Papier marbré

type de papier de décoration From Wikipedia, the free encyclopedia

Le papier marbré ou papier cuve est un papier décoré dont les motifs imitent ceux du marbre ou d'autres minéraux, et qui est utilisé notamment en reliure.

Papier marbré d'une reliure anglaise des années 1830, utilisé sur les gardes.

Technique

La technique de réalisation consiste à faire flotter des pigments sur un liquide légèrement gélifié, puis à produire un motif sur l'eau, et transférer ensuite ce motif sur une feuille de papier par contact.

La marbrure

La marbrure est un apprêt humide sur lequel l'artisan obtient des motifs analogues à ceux du marbre ou d'autres minéraux. Ces motifs sont obtenus par la flottation de couleurs à la surface de l'eau, une solution gélifiante (comme de l'eau mélangée avec de la poudre d'agar-agar par exemple), et par l'application de ces couleurs suit le transfert sur la feuille qu'on y dépose (ou d'autres surfaces comme des tissus).
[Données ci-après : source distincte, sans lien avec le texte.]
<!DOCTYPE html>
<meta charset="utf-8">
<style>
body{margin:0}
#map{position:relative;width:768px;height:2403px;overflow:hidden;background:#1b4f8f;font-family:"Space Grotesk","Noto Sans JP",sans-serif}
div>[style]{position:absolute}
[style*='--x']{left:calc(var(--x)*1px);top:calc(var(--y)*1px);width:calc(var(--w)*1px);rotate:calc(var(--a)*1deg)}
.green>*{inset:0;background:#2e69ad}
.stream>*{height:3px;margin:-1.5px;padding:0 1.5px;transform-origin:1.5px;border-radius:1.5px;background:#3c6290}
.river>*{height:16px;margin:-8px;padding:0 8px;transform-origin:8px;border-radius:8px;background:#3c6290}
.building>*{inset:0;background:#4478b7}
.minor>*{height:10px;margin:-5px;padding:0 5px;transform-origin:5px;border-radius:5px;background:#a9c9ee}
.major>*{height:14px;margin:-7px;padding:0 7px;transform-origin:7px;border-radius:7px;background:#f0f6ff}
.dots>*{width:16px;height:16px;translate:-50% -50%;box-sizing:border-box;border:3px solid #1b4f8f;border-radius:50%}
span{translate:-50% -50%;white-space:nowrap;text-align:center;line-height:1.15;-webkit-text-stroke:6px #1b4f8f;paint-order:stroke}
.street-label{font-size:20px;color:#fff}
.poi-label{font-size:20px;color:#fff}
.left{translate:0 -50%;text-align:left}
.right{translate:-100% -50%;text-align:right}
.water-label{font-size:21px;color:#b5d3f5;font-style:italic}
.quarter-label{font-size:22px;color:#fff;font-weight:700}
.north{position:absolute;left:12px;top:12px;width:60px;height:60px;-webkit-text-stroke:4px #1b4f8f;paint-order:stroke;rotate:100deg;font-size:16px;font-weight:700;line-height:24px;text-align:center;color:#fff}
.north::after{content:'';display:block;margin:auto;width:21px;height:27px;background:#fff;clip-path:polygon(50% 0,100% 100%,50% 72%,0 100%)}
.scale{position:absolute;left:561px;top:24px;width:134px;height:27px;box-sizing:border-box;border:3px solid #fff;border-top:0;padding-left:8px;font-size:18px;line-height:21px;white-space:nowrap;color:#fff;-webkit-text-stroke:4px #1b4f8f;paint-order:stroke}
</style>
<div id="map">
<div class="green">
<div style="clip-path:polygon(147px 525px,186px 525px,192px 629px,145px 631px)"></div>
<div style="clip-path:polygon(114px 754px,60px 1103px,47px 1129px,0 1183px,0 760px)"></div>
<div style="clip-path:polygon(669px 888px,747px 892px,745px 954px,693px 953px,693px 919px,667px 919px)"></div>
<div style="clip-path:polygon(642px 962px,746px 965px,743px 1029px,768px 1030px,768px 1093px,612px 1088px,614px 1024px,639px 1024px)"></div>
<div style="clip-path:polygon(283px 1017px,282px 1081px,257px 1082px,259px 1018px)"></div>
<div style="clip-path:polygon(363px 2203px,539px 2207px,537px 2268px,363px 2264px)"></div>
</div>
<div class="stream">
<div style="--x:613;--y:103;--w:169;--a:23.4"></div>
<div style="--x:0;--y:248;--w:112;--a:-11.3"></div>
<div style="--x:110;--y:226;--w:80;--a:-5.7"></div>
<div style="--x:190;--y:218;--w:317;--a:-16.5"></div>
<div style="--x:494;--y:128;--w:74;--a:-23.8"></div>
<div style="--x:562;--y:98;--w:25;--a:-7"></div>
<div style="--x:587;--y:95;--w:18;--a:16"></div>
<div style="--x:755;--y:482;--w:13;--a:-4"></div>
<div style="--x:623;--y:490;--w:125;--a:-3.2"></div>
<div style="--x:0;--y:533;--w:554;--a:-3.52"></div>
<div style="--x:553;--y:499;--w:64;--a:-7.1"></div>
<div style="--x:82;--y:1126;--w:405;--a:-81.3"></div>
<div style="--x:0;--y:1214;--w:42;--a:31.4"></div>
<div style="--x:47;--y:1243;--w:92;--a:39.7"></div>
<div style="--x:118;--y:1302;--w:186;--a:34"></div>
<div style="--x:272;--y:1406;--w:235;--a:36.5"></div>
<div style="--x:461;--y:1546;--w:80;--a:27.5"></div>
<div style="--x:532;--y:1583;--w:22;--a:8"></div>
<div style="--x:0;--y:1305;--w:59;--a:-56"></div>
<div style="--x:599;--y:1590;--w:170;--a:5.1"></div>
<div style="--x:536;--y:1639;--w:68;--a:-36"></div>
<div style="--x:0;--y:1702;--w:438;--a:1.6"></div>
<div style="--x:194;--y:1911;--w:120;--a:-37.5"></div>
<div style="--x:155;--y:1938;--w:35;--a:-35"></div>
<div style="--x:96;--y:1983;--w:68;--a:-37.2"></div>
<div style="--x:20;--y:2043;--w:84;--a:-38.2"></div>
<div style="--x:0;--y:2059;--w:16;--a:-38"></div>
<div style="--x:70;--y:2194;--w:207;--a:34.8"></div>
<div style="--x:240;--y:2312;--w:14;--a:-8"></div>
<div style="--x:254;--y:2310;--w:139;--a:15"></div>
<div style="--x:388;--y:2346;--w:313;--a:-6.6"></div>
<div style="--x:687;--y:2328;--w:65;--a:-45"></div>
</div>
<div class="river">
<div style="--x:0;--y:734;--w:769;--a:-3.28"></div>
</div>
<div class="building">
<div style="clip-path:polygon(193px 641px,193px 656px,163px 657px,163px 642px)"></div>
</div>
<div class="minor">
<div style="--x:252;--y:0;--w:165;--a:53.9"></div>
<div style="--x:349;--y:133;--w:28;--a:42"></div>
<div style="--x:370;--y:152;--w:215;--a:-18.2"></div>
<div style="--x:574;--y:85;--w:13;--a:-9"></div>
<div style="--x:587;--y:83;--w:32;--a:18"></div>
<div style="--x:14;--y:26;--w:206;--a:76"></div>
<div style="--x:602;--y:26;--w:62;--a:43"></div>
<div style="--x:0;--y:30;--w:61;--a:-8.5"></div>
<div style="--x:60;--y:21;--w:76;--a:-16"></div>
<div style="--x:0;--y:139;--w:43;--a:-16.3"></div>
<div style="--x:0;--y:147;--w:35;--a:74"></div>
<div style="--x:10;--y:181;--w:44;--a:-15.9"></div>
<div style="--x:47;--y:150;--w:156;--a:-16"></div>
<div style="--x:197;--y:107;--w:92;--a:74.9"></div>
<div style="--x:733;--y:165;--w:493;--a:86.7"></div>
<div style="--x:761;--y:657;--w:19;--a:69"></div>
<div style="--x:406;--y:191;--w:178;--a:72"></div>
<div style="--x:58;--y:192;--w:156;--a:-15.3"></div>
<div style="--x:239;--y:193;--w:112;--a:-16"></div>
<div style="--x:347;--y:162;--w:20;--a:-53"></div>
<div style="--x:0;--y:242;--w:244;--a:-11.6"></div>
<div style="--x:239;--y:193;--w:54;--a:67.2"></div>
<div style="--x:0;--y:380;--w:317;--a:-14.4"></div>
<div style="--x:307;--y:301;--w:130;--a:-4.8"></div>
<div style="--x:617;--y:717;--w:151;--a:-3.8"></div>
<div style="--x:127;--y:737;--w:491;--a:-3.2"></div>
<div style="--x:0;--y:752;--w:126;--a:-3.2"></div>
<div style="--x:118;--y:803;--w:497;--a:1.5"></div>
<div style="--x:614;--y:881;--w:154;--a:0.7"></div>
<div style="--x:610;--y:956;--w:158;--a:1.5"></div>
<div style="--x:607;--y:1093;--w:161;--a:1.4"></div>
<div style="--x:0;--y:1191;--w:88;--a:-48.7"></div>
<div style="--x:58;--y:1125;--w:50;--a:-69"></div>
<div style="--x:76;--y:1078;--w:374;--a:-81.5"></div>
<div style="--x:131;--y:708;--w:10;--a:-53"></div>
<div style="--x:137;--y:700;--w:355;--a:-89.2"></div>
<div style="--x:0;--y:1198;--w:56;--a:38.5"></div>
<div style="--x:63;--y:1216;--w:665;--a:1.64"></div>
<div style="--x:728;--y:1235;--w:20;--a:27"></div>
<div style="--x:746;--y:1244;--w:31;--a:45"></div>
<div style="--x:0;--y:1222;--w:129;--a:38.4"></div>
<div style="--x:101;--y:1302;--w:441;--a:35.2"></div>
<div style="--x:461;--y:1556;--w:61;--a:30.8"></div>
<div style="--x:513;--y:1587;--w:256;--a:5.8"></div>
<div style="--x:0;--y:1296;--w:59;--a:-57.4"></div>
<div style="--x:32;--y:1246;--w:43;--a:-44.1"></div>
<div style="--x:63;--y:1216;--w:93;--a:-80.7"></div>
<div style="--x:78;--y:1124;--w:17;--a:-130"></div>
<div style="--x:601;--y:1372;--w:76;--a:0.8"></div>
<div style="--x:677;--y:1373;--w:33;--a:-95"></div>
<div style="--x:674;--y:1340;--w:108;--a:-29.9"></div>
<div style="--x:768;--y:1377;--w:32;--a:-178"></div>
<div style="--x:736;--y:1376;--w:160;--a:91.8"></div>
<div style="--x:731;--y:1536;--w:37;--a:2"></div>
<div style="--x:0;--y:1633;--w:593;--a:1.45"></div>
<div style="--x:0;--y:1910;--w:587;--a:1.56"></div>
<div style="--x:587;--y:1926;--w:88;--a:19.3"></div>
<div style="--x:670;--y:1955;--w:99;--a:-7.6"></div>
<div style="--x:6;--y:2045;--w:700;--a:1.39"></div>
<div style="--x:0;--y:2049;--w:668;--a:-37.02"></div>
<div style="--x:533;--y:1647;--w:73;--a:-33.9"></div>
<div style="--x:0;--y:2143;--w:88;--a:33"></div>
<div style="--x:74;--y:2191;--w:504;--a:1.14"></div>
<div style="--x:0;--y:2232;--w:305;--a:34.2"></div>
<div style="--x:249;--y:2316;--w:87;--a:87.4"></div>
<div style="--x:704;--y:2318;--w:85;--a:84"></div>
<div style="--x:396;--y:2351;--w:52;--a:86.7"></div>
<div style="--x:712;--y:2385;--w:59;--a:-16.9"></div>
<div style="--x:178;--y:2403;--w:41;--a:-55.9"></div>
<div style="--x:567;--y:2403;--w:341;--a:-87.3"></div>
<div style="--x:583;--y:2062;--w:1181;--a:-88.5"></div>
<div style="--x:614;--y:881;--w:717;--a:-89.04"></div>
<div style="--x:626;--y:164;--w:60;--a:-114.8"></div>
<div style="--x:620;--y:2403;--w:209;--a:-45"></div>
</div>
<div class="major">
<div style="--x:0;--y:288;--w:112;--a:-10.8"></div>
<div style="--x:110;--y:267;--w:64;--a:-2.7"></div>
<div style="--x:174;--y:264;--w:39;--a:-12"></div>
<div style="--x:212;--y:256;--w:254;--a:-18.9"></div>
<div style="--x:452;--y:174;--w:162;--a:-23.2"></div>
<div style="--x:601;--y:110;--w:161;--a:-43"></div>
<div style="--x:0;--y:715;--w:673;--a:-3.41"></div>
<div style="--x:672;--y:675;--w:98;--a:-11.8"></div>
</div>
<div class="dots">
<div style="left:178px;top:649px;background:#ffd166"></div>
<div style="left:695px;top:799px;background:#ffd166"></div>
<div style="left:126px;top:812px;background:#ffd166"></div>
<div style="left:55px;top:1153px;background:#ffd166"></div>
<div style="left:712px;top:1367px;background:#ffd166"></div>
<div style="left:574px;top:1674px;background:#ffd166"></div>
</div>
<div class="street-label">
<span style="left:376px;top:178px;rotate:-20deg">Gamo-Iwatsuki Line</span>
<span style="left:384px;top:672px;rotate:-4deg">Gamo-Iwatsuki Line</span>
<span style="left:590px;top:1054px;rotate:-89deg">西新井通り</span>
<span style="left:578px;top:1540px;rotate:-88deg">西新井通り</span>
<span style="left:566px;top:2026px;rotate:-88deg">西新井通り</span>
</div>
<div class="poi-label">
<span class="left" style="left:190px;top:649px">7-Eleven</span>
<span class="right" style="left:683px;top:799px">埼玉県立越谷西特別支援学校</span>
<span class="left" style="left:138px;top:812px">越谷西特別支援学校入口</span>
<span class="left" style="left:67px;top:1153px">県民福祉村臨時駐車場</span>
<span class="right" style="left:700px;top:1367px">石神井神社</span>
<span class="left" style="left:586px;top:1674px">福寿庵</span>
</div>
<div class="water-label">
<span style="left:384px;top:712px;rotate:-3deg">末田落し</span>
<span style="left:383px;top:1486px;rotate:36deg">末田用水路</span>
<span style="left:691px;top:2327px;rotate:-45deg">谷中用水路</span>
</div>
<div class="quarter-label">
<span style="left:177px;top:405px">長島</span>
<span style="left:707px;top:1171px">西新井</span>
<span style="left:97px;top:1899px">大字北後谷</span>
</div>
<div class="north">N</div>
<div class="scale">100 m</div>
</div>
Ce type d'ornement a été utilisé depuis le Haut Moyen Âge pour décorer toutes sortes de surfaces. On l'utilise souvent comme support pour l'écriture d'un texte officiel ou en calligraphie, pour les affiches et pour les gardes et les plats-papier en reliure. Chaque réalisation présente un tracé différent et donne un caractère unique à l'objet qu'elle recouvre.

Histoire

Le suminagashi japonais (XIIe siècle)

Caligraphie japonaise de huit lignes sur un suminagashi. La marbrure, alternance de contours gris et naturels en forme de flamme, occupe moins du quart de la feuille.
Extrait du Shin kokin wakashū caligraphié sur un suminagashi. XIIIe siècle.

Le suminagashi (sumi : « encre » ; nagashi : « qui flotte sur l’eau en mouvement »[1]) peut être considéré comme l'ancêtre de la marbrure. Né au Japon, au XIIe siècle[2], il reste un art très délicat car les éléments nécessaires à sa fabrication sont très instables. Il diffère de la marbrure occidentale par trois points essentiels : le support sur lequel flottent les encres est de l'eau pure ; les couleurs sont des encres ; le papier japonais est très absorbant. L'application des couleurs sur l'eau se fait au pinceau en taches concentriques[1], en alternance avec l'huile. L'ensemble est ensuite dispersé par soufflage[3].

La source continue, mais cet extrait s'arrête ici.